• The problem
The result should be every line in the material below containing the string "each".

• Provided entries
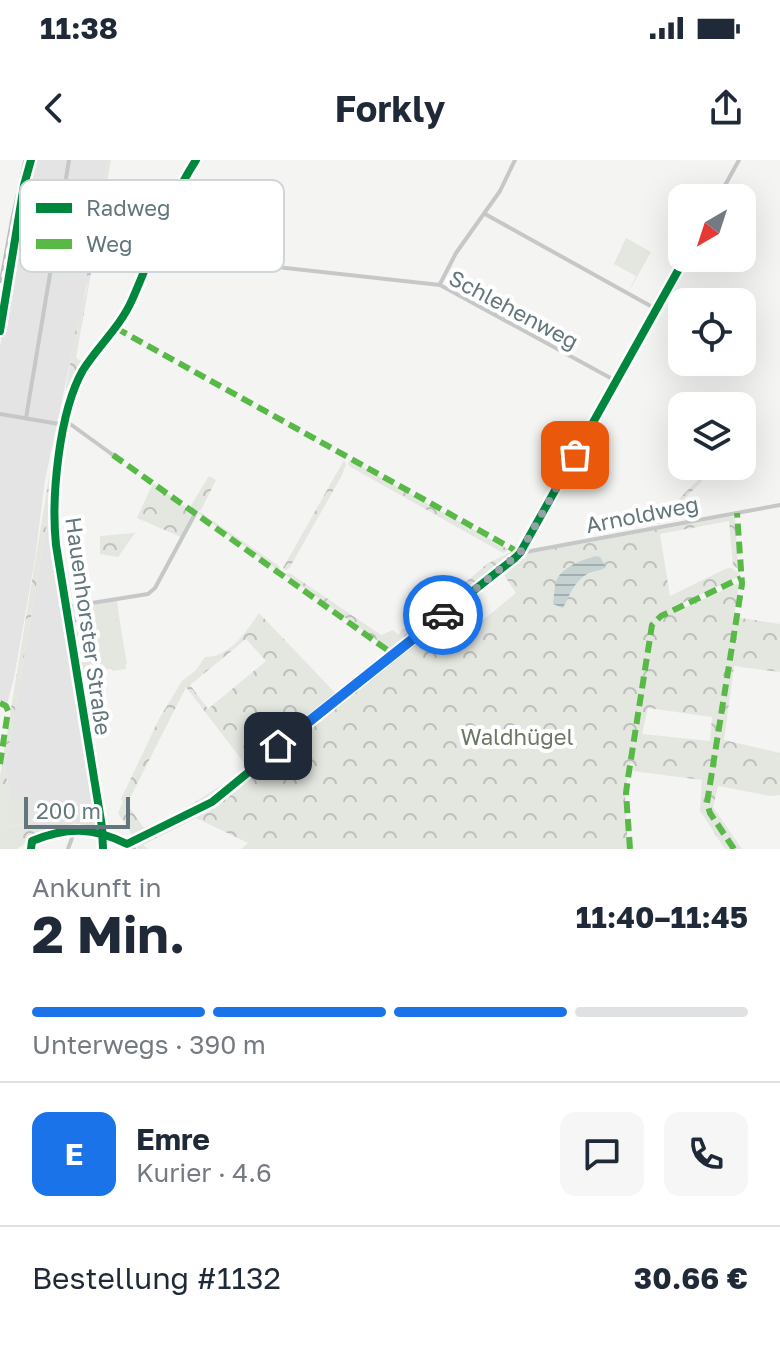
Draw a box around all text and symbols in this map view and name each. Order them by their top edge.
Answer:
---
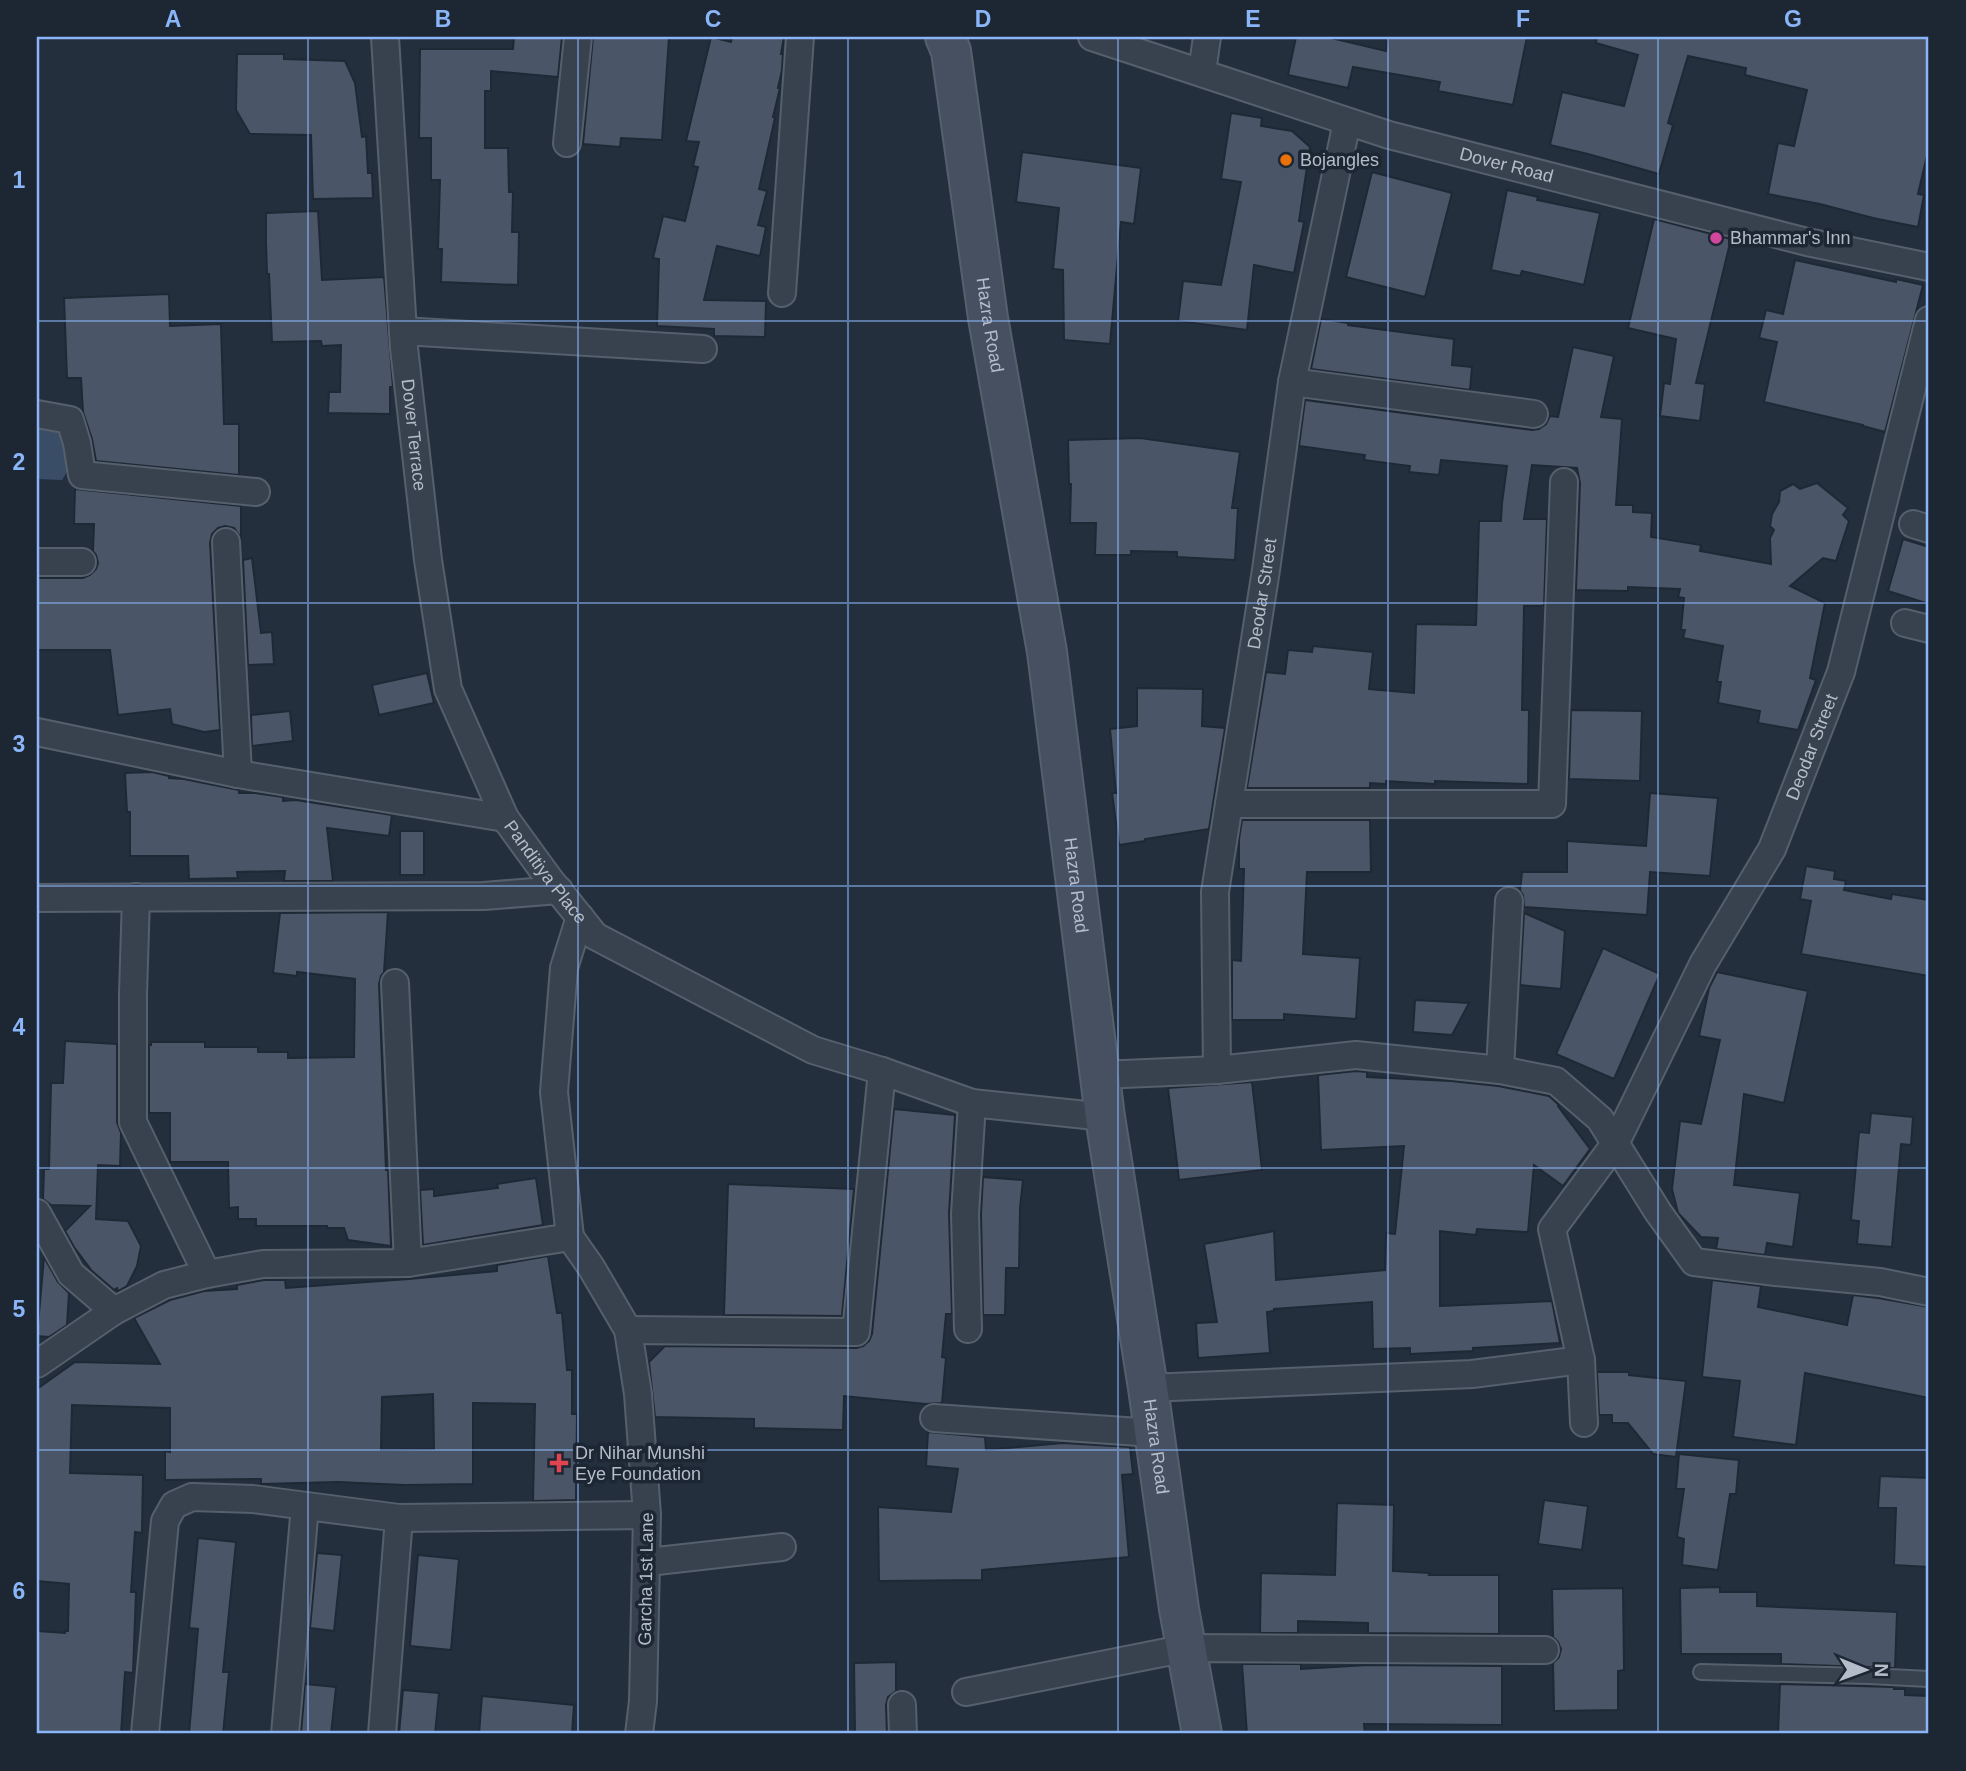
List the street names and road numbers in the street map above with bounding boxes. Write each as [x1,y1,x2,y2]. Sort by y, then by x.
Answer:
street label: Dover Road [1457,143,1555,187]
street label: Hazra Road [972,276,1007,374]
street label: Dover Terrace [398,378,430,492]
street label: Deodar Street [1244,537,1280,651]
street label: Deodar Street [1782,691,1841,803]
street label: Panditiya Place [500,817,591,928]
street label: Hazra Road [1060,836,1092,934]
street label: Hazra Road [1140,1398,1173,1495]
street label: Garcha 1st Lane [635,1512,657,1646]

• Answer box
Draw a box around all text and symbols in this map view and name each. Order them by their top edge.
List the street names and road numbers in the street map above with bounding boxes. Write each as [x1,y1,x2,y2]. Sort by y, then by x.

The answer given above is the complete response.